Le célèbre magazine 60 millions de consommateurs a récemment passé au crible des pavés de saumon provenant d'Irlande, de Norvège et d'Écosse. À la surprise générale, il semble que le saumon conventionnel soit moins contaminé que son homologue biologique.
Trois ans après les préoccupations sur la sécurité du saumon norvégien, ce magazine a mené une étude détaillée sur la qualité du saumon frais disponible sur le marché français. Les résultats apportent à la fois une note positive et négative.
Les deux facettes de l'analyse
Sur une note encourageante, le saumon conventionnel dévoile une amélioration notable par rapport à il y a trois ans. En revanche, la montée de la contamination en métaux tels que le mercure et l'arsenic est alarmante pour le saumon bio par rapport à celui conventionnel.
"Pour le mercure, les concentrations restent heureusement en dessous de la limite réglementaire de 0,5 mg/kg de poisson frais. Le maximum observé a été de 0,05 mg/kg avec le produit de référence Olsen. Les taux d'arsenic, quant à eux, varient considérablement d'une référence à l'autre," souligne le magazine.

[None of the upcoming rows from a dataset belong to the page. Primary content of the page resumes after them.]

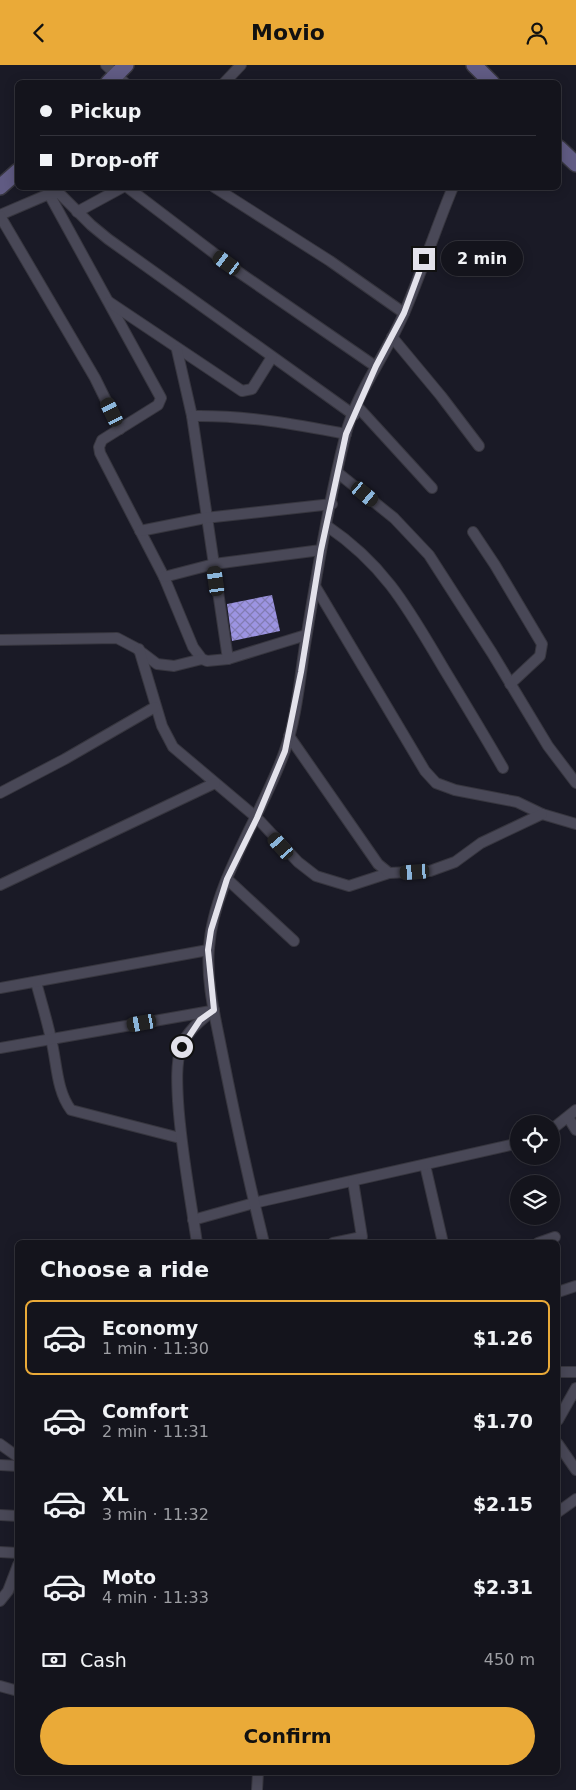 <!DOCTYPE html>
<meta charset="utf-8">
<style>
body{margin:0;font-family:"DejaVu Sans",sans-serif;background:#212129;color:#f1f3f6;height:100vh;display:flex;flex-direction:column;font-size:19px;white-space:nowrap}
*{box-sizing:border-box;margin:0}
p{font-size:16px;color:#9d9ea3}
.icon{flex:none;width:28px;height:28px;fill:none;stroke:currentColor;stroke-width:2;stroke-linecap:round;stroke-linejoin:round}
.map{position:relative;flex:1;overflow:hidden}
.details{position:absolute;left:15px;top:1175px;width:545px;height:535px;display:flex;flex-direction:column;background:#14141c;border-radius:8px;box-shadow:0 2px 12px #0003,0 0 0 1px #33333b}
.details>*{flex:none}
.guide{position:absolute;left:15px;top:15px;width:546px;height:110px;border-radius:8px;box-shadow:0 2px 12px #0003,0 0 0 1px #33333b;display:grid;align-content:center;height:110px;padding:0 25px;background:#14141c}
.tools{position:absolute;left:510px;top:1050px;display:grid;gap:10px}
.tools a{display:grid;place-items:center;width:50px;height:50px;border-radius:50%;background:#14141c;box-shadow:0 2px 12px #0003,0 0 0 1px #33333b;font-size:25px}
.end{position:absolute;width:22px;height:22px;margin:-11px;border:6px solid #e3e2eb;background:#111;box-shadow:0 0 0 2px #111}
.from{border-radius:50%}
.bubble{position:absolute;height:35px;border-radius:18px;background:#14141c;box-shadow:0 2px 12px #0003,0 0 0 1px #33333b;font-size:16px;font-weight:600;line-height:35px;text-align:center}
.car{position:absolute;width:15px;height:30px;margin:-15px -8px;border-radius:6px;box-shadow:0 0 4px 1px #0007;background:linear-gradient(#222 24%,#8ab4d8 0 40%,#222 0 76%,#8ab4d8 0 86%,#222 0)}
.guide b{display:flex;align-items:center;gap:18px;height:48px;font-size:19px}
.guide b+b{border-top:1px solid #33333b}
.guide i{width:12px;height:12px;background:#f1f3f6}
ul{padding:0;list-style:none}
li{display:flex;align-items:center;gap:15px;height:75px;margin:0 10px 8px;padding:0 15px;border:2px solid transparent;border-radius:8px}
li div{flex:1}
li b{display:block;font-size:19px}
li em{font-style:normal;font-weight:600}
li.selected{border-color:#eaaa38}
li>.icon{width:45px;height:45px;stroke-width:1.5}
h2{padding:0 25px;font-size:22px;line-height:60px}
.pay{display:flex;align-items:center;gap:12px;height:55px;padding:0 25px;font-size:19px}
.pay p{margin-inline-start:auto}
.action{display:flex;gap:10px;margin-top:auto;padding:10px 25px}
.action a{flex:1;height:58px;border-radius:30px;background:#eaaa38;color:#111;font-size:20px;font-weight:600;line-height:58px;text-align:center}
header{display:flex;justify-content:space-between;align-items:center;height:65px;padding:0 25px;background:#eaaa38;color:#111;font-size:22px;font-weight:600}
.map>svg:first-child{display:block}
.building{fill:url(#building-cross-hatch)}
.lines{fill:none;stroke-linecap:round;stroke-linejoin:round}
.street-casing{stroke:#37363f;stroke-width:12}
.secondary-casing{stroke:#37363f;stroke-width:18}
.street{stroke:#494857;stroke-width:10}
.secondary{stroke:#605b83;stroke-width:15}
.route{stroke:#e3e2eb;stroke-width:6}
</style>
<header><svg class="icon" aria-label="back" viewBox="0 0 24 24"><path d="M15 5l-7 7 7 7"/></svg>Movio<svg class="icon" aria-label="person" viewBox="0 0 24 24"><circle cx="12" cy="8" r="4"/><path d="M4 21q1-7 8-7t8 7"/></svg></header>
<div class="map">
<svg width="576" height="1725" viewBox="0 0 576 1725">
<defs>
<pattern id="building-cross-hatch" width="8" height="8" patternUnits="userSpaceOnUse" patternTransform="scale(1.25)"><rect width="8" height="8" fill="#9c94e2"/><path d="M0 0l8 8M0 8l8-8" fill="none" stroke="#827cb3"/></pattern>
</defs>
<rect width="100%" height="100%" fill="#1a1a26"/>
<!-- building -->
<polygon class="building" points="272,530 280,566 232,576 227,539"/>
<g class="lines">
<!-- street casing -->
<g class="street-casing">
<g id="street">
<polyline points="106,0 125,18"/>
<polyline points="224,18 241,0"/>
<polyline points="127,122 240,208 375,301"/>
<polyline points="214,122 330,196 404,248"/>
<polyline points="49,129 161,333 158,340 102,375 99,382 100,388 164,512 193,582 202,594 207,596 228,594"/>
<polyline points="77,147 123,122"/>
<polyline points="0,150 49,129 59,128 91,160 108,174 354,350"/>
<polyline points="0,151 95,313 120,364"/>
<polyline points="109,237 242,326 252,324 272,292"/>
<polyline points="392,272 441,331 479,381"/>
<polyline points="177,285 192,351 228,594 306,570"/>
<polyline points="357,341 432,423"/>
<path d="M192,351C244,350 295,359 346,369"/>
<polyline points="338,408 394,453 429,490 492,588 548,681 576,718"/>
<path d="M327,461C386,501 409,545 444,604C464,637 484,670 503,703"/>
<polyline points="140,466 205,453 332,439"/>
<polyline points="473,467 495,500 542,579 540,591 510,619"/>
<polyline points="164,512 214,499 321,485"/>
<polyline points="315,521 425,706 436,718 455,725 517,737 542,749 576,759"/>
<polyline points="0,575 117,573 136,583 157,599 174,601 202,594"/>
<polyline points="139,584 162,661 173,682 257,753 298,797 316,811 349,821 389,808"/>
<polyline points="289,671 378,799 389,808 430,806 455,797 481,778 542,749"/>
<polyline points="0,728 65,694 155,642"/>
<polyline points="227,814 294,876"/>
<polyline points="0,820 215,718"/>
<path d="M36,917C41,936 47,955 51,974C57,997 56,1025 71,1045L180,1073"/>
<polyline points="0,923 208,885"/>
<polyline points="0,983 211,946"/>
<polyline points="568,1052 576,1065"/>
<polyline points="551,1065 576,1045"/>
<polyline points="425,1100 443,1178"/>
<polyline points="193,1155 254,1138 519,1078"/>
<path d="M197,1178C190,1130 181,1084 178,1036C177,1018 176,999 181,982C187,966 201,955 214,945"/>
<path d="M264,1178C248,1113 234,1048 221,982C215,951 206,916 209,883C213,818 262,750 284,688C298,650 300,607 307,568C318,502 329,436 345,372C356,327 387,289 405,246C422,206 436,163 453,122"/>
<polyline points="333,1178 362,1172 353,1116"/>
<polyline points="538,1178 555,1172"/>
<polyline points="558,1227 576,1221"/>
<polyline points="558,1307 576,1307"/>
<polyline points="558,1355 576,1323"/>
<polyline points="0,1379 18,1392"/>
<polyline points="558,1379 576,1405"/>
<polyline points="0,1400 18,1401"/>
<polyline points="558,1447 576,1434"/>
<polyline points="0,1450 18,1451"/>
<polyline points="0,1487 18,1488"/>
<polyline points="0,1536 8,1526 18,1500"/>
<polyline points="0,1621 18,1626"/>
<polyline points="257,1725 258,1708"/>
</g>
</g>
<!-- secondary casing -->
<g class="secondary-casing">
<g id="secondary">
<polyline points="474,0 492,18"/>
<polyline points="108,18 126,0"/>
<polyline points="559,83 576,99"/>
<polyline points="0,122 18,106"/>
</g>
</g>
<!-- street -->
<use href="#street" class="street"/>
<!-- secondary -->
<use href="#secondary" class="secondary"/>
</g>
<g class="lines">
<!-- route -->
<polyline class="route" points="182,982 200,955 214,945 208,885 211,865 227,814 257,753 285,686 301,607 321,485 346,369 376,301 404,248 424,194"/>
</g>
</svg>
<div class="tools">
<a><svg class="icon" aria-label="locate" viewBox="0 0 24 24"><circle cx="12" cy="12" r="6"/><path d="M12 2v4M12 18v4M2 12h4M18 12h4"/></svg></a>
<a><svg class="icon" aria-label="layers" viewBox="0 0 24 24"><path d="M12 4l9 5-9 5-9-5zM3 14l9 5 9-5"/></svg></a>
</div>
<i class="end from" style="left:182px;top:982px"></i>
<i class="end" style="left:424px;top:194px"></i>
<div class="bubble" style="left:441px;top:176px;width:82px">2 min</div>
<i class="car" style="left:227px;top:198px;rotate:306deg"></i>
<i class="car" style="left:112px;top:347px;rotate:334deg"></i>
<i class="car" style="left:365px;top:429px;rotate:130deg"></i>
<i class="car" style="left:216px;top:516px;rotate:352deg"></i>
<i class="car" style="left:281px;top:781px;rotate:319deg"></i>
<i class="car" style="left:415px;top:807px;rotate:266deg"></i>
<i class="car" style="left:142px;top:958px;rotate:260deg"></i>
<div class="guide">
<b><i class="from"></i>Pickup</b>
<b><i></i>Drop-off</b>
</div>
<section class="details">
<h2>Choose a ride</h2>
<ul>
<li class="selected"><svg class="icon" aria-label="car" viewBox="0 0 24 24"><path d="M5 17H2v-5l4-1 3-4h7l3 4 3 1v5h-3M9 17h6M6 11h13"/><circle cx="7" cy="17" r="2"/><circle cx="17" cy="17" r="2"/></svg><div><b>Economy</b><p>1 min · 11:30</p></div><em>$1.26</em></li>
<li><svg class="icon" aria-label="car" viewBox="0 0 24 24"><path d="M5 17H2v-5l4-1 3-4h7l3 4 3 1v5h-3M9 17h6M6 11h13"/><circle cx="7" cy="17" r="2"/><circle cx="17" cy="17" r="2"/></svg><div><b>Comfort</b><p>2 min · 11:31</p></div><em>$1.70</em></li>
<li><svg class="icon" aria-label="car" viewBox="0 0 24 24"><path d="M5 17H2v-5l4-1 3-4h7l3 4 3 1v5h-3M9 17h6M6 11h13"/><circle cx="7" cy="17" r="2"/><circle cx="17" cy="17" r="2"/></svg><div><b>XL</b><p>3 min · 11:32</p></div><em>$2.15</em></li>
<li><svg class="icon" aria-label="car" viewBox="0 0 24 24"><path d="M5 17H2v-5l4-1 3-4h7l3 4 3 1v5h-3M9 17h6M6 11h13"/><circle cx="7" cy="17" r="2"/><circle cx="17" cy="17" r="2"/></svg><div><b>Moto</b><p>4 min · 11:33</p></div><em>$2.31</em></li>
</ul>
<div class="pay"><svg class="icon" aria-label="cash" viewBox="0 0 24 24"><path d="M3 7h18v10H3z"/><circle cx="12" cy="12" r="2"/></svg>Cash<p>450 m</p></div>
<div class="action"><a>Confirm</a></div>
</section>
</div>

Origine de la contamination
Selon Fabrice Teletchea, spécialiste de la domestication des poissons à l'université de Lorraine, "un certain nombre de polluants provient incontestablement de l'alimentation des poissons". Il précise que celle-ci inclut des farines et huiles animales issues de poissons sauvages, ce qui peut expliquer cette contamination.
À noter qu'il existe bien moins de traces de pollution dans les saumons fumés. "Cela semble lié à la méthode de préparation, car en retirant les parties ventrales et dorsales, qui contiennent beaucoup de graisses, on parvient à réduire les contaminants de 40 à 50 %," ajoute Fabrice Teletchea.